Report each line of the listing below that holds "body".

(Beginning of RECORDS SHOWN)

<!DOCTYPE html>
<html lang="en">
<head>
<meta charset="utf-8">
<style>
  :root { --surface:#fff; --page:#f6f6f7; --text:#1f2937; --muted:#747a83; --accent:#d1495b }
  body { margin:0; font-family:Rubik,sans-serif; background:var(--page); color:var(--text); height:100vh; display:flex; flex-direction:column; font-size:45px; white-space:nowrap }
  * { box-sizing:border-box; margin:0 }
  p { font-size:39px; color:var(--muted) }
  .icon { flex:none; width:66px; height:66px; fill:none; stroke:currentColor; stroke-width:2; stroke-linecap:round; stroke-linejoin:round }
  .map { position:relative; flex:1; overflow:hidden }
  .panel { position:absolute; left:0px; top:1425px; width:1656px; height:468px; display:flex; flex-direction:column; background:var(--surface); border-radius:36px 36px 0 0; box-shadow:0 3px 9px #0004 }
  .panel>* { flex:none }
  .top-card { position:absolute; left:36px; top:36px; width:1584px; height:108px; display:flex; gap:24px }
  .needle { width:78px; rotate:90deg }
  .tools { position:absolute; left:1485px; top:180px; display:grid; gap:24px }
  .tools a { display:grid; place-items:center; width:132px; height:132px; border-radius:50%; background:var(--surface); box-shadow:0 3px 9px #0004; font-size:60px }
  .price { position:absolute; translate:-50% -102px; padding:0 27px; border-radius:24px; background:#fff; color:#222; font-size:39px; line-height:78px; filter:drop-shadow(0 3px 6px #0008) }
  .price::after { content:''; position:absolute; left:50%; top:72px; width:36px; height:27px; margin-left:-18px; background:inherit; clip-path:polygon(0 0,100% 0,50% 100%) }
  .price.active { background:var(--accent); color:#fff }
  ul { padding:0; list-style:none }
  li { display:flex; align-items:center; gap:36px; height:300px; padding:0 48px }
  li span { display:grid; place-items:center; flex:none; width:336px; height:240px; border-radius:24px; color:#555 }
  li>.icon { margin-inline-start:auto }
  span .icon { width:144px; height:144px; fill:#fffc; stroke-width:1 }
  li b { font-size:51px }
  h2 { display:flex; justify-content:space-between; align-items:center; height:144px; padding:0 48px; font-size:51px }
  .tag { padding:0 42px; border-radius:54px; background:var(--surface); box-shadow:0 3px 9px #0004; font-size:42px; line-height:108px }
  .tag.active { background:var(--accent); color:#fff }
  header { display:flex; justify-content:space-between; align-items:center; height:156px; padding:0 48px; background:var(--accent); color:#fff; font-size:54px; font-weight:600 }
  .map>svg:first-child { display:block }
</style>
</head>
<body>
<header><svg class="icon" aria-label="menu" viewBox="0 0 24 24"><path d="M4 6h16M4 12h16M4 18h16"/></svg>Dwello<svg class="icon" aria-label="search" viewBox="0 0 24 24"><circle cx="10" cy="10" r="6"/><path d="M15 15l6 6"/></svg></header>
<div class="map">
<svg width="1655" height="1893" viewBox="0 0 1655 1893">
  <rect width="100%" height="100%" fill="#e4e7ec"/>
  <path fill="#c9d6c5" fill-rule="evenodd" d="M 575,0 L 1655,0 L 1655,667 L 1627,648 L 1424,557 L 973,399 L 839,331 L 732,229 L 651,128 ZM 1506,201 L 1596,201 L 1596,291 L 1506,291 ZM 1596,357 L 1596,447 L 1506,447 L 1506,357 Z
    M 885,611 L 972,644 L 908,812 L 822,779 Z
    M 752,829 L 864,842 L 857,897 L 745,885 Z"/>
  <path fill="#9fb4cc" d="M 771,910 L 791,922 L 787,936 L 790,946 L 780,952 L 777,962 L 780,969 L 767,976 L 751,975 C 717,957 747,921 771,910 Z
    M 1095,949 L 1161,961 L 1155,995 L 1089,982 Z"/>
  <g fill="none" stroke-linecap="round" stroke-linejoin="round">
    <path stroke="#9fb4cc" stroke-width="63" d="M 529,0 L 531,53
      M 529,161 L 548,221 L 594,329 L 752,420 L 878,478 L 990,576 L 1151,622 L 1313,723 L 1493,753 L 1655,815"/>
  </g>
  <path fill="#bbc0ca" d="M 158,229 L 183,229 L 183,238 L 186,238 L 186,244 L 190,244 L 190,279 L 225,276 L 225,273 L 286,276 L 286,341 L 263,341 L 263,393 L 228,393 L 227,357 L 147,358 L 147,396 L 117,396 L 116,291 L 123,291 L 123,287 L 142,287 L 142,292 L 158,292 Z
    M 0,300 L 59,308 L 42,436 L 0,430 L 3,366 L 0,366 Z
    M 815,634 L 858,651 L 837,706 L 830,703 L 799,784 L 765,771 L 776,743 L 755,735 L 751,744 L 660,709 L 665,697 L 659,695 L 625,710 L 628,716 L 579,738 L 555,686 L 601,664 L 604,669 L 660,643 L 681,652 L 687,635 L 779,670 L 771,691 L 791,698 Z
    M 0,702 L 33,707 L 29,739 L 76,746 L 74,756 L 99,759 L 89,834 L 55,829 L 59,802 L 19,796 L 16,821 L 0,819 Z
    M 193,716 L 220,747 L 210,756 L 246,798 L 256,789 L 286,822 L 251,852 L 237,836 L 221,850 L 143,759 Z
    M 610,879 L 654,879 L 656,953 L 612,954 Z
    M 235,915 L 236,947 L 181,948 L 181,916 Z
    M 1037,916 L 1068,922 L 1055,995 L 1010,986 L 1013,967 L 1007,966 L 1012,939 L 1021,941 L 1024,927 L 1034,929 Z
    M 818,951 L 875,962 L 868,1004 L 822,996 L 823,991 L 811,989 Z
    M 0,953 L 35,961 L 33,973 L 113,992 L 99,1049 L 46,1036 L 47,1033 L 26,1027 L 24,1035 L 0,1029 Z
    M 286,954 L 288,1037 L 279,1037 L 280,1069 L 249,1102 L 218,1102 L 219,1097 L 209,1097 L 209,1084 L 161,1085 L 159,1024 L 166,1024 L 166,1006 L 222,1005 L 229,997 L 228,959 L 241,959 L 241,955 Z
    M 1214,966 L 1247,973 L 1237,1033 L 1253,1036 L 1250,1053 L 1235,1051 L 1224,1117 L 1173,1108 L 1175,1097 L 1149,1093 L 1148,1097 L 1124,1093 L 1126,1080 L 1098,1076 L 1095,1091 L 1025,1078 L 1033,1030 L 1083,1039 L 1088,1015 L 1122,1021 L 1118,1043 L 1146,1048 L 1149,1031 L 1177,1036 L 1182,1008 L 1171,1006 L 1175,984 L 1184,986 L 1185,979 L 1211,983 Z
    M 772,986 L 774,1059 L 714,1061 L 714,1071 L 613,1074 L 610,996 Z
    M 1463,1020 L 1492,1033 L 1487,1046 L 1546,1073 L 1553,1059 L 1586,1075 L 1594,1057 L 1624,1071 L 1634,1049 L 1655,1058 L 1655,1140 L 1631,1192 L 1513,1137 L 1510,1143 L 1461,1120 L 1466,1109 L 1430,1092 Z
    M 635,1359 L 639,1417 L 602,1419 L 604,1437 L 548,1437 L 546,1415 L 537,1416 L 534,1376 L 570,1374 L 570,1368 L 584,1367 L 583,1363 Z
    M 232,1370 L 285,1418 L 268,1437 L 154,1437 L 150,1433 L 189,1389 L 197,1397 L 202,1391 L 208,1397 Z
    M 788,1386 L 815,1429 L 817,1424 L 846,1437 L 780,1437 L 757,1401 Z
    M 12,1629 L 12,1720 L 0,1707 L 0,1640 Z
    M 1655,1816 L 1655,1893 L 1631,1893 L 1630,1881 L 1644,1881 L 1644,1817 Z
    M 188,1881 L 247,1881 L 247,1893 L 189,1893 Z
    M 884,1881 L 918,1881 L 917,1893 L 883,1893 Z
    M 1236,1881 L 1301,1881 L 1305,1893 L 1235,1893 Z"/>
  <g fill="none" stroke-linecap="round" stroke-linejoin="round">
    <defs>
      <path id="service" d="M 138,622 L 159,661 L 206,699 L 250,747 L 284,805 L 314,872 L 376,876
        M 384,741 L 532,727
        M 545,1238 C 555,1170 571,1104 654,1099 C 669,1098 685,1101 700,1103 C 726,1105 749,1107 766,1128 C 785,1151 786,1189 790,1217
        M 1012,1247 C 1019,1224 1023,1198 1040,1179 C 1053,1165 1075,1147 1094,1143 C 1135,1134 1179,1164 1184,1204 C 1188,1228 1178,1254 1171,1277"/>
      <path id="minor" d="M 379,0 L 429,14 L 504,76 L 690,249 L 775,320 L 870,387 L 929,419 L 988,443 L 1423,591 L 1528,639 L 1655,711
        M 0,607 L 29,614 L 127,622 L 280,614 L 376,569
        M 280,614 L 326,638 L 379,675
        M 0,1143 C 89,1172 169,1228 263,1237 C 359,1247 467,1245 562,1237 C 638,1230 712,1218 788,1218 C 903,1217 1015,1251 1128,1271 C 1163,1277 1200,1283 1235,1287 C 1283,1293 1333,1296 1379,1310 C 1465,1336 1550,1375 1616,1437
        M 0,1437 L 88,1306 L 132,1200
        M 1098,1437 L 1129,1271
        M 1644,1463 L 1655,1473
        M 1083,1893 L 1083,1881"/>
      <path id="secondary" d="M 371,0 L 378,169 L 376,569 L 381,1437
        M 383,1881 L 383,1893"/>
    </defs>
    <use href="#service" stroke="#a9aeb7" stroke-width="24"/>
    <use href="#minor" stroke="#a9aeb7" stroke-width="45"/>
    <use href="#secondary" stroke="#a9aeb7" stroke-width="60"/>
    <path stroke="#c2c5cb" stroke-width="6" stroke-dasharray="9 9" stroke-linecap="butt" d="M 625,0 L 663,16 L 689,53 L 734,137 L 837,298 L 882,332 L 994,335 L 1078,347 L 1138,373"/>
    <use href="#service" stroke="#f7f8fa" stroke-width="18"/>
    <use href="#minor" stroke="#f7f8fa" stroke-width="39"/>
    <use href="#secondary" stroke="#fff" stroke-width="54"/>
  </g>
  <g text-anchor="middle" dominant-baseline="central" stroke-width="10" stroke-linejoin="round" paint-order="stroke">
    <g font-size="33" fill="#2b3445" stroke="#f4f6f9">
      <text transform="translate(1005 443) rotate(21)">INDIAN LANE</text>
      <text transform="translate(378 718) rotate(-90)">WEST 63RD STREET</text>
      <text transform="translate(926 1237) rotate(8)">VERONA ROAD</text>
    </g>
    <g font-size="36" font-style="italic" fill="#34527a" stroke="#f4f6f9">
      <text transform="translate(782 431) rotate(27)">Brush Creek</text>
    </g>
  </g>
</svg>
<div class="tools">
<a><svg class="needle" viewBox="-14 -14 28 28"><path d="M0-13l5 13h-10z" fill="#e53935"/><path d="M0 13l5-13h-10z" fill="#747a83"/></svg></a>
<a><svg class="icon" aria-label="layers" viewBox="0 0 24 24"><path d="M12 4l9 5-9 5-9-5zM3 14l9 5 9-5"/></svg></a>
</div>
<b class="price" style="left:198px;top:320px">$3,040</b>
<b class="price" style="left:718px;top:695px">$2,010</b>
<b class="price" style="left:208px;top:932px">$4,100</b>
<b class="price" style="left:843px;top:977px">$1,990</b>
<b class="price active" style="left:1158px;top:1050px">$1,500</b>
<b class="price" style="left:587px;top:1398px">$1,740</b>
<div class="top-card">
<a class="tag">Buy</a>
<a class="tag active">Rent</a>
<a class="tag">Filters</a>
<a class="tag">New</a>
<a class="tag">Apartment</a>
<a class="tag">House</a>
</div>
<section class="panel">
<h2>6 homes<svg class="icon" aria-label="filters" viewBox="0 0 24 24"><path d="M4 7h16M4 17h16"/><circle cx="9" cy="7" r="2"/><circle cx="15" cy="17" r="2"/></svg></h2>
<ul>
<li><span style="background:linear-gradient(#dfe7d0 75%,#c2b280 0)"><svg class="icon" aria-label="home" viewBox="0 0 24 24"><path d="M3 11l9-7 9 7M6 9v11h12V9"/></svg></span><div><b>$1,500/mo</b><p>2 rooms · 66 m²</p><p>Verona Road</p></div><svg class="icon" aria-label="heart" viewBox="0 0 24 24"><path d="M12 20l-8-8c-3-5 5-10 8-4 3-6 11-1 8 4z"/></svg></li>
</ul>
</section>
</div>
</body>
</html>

(End of RECORDS SHOWN)

OUTPUT FOR THIS TASK |
  body { margin:0; font-family:Rubik,sans-serif; background:var(--page); color:var(--text); height:100vh; display:flex; flex-direction:column; font-size:45px; white-space:nowrap }
<body>
</body>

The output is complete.